▶ Assignment
Return only those lines of the listing in which "text" appears.

Start of Records supplied

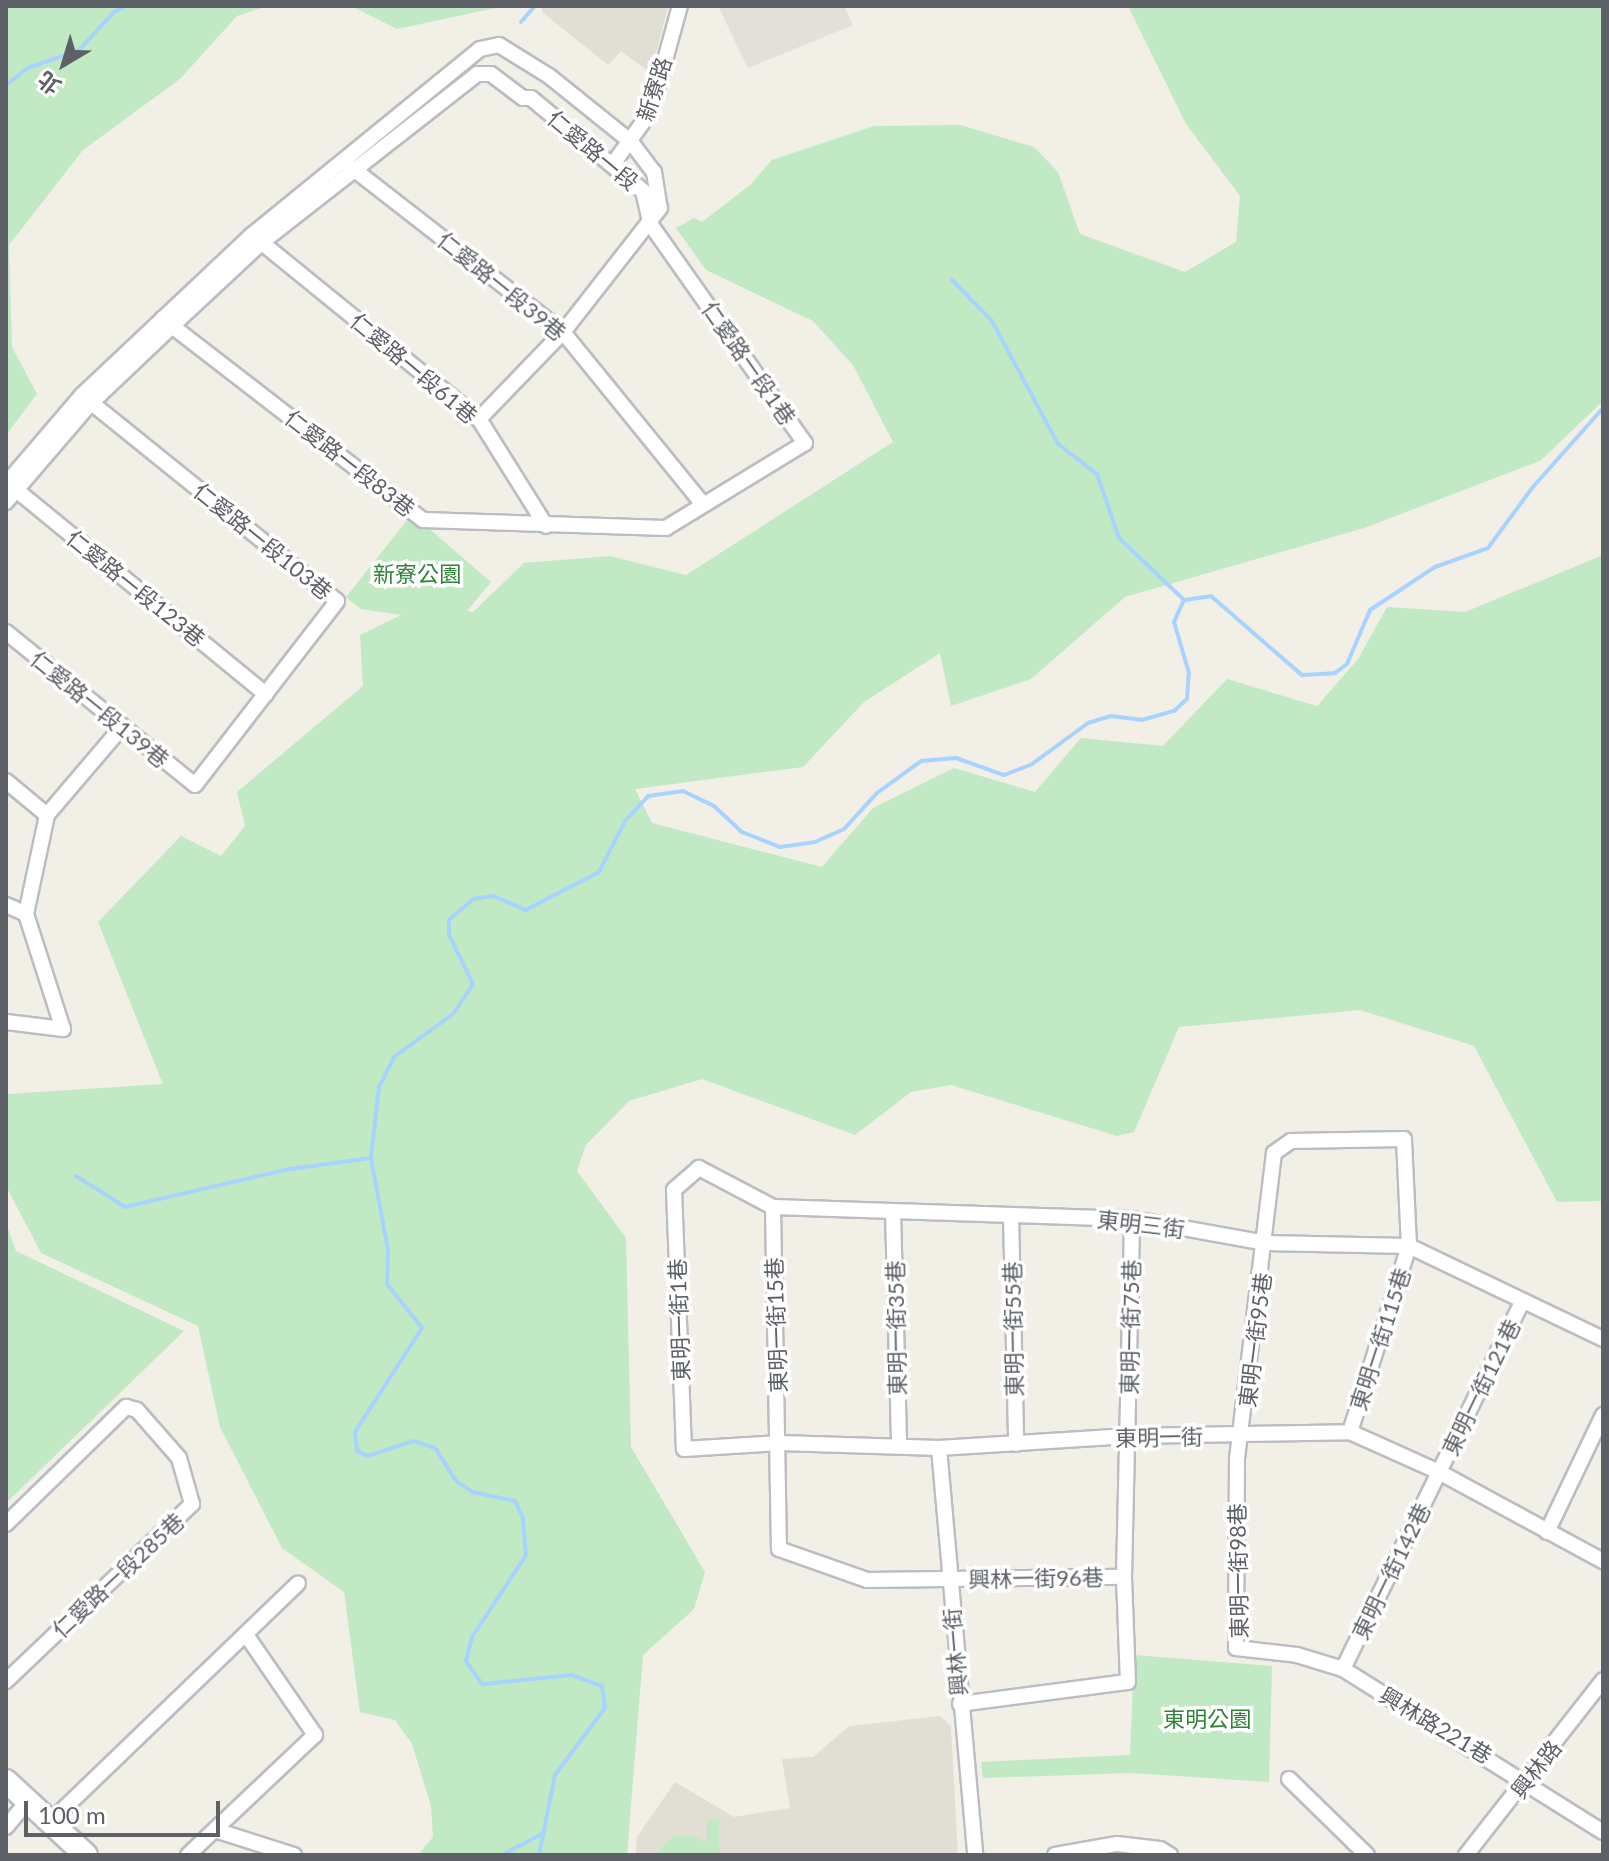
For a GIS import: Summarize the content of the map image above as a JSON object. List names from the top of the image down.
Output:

End of Records supplied
Start of Records supplied

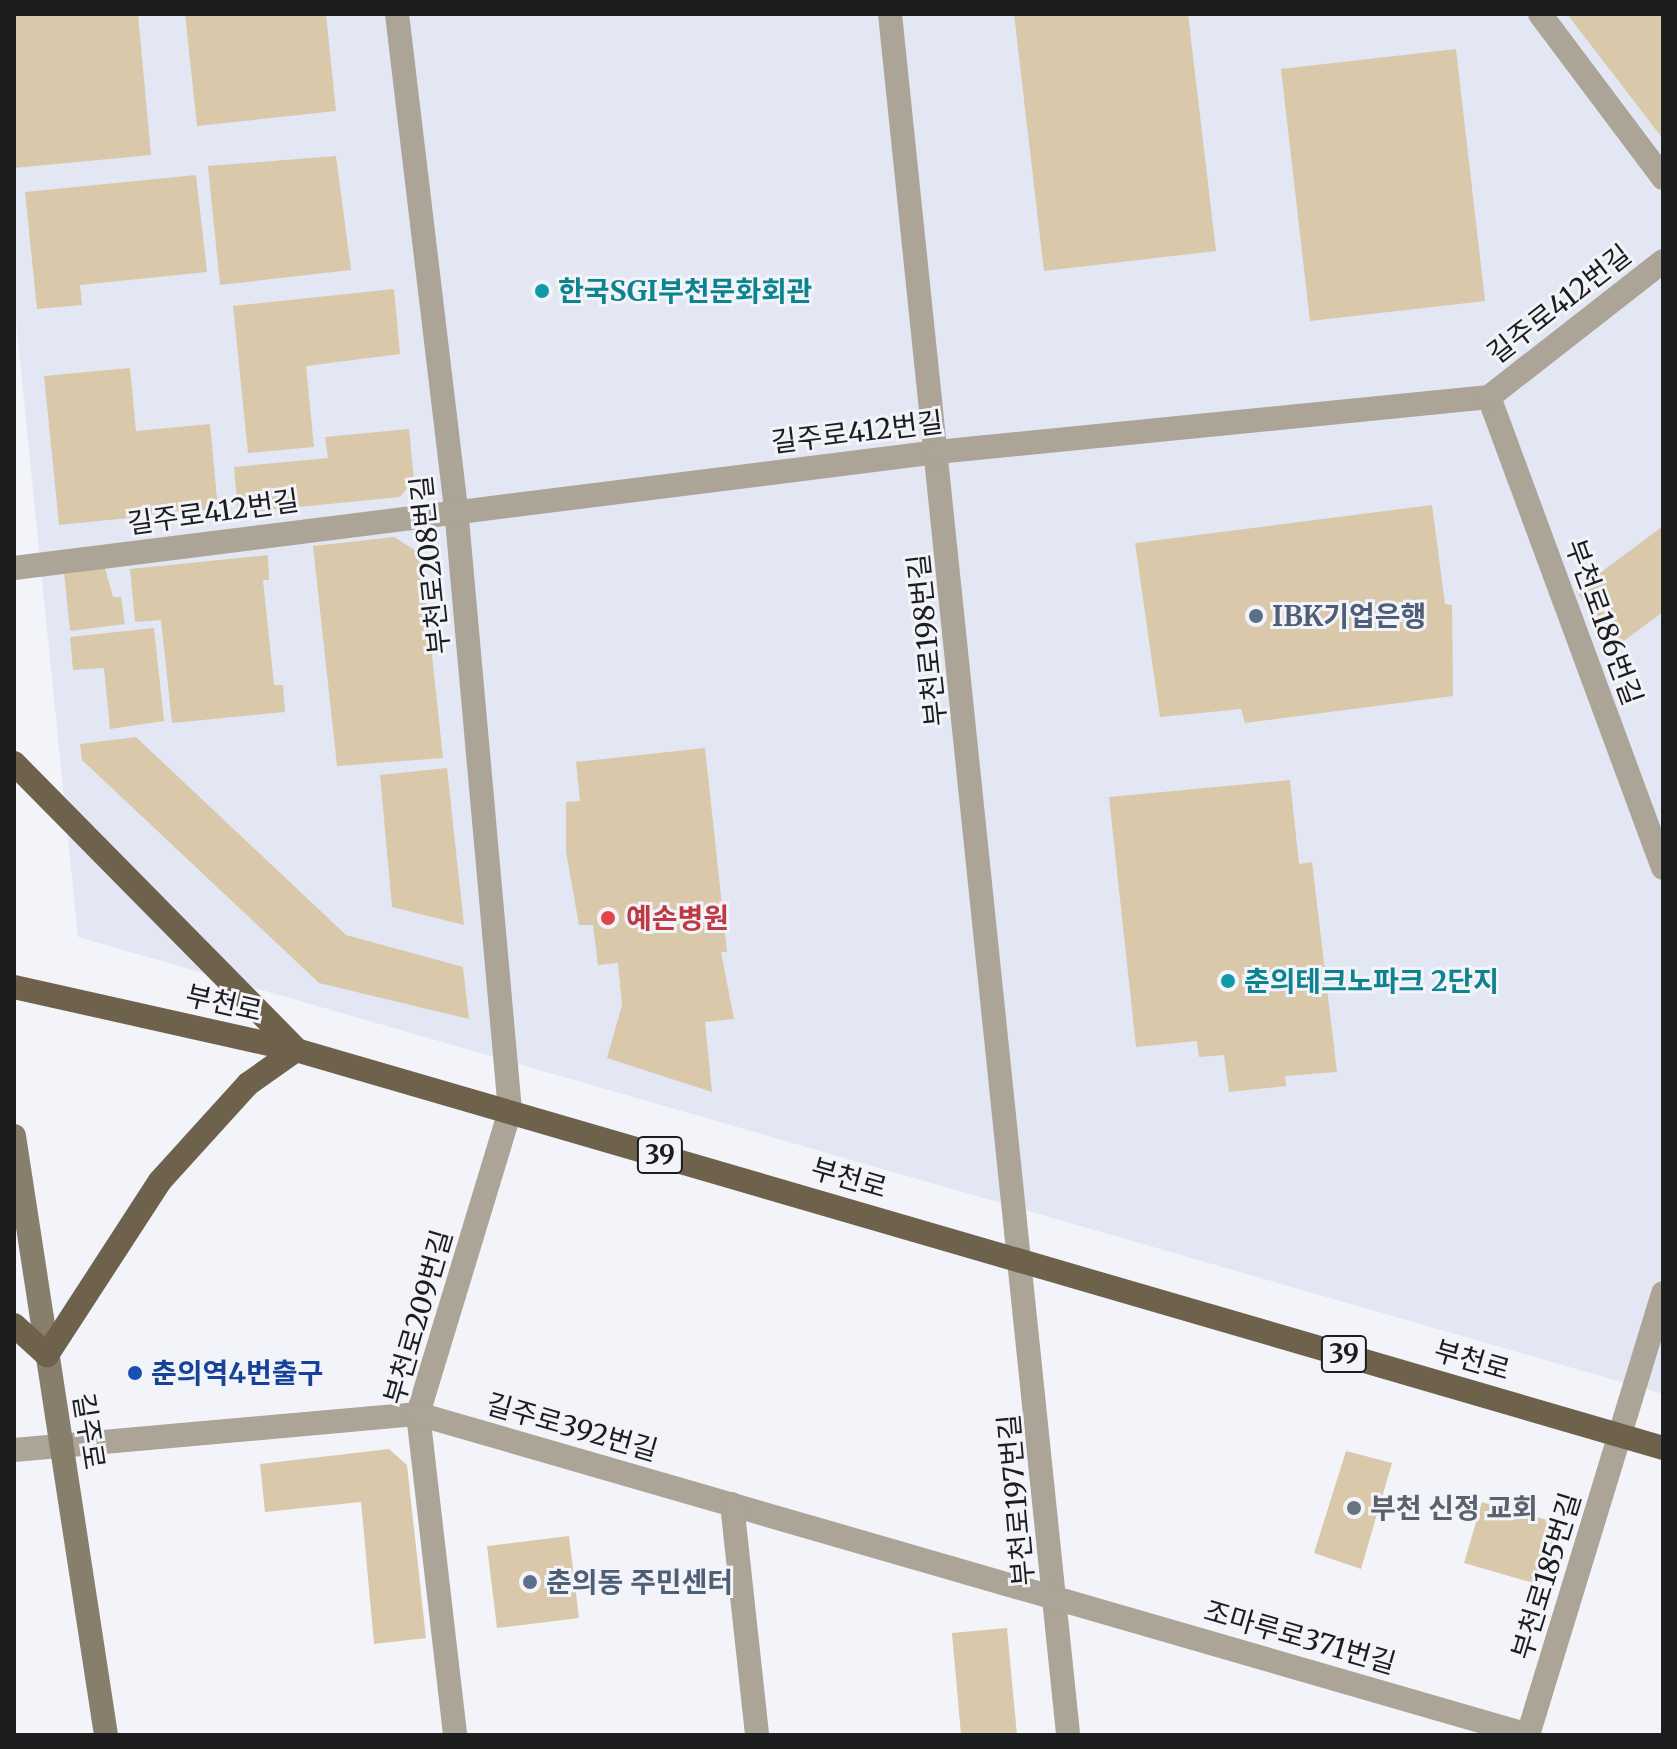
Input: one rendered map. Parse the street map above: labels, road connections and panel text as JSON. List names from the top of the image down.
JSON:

End of Records supplied
Start of Records supplied

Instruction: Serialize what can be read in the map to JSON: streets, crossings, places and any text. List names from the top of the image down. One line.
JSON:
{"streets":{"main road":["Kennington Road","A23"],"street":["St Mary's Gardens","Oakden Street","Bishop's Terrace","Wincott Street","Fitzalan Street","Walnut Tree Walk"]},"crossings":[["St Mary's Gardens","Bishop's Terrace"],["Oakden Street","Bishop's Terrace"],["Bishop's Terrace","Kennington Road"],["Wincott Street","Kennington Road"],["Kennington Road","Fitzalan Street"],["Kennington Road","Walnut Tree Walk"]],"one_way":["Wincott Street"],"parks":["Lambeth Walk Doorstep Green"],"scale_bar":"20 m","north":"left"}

End of Records supplied

▶ Solution to this task
Input: one rendered map. Parse the street map above: labels, road connections and panel text as JSON. List names from the top of the image down.
Instruction: Serialize what can be read in the map to JSON: streets, crossings, places and any text. List names from the top of the image down. One line.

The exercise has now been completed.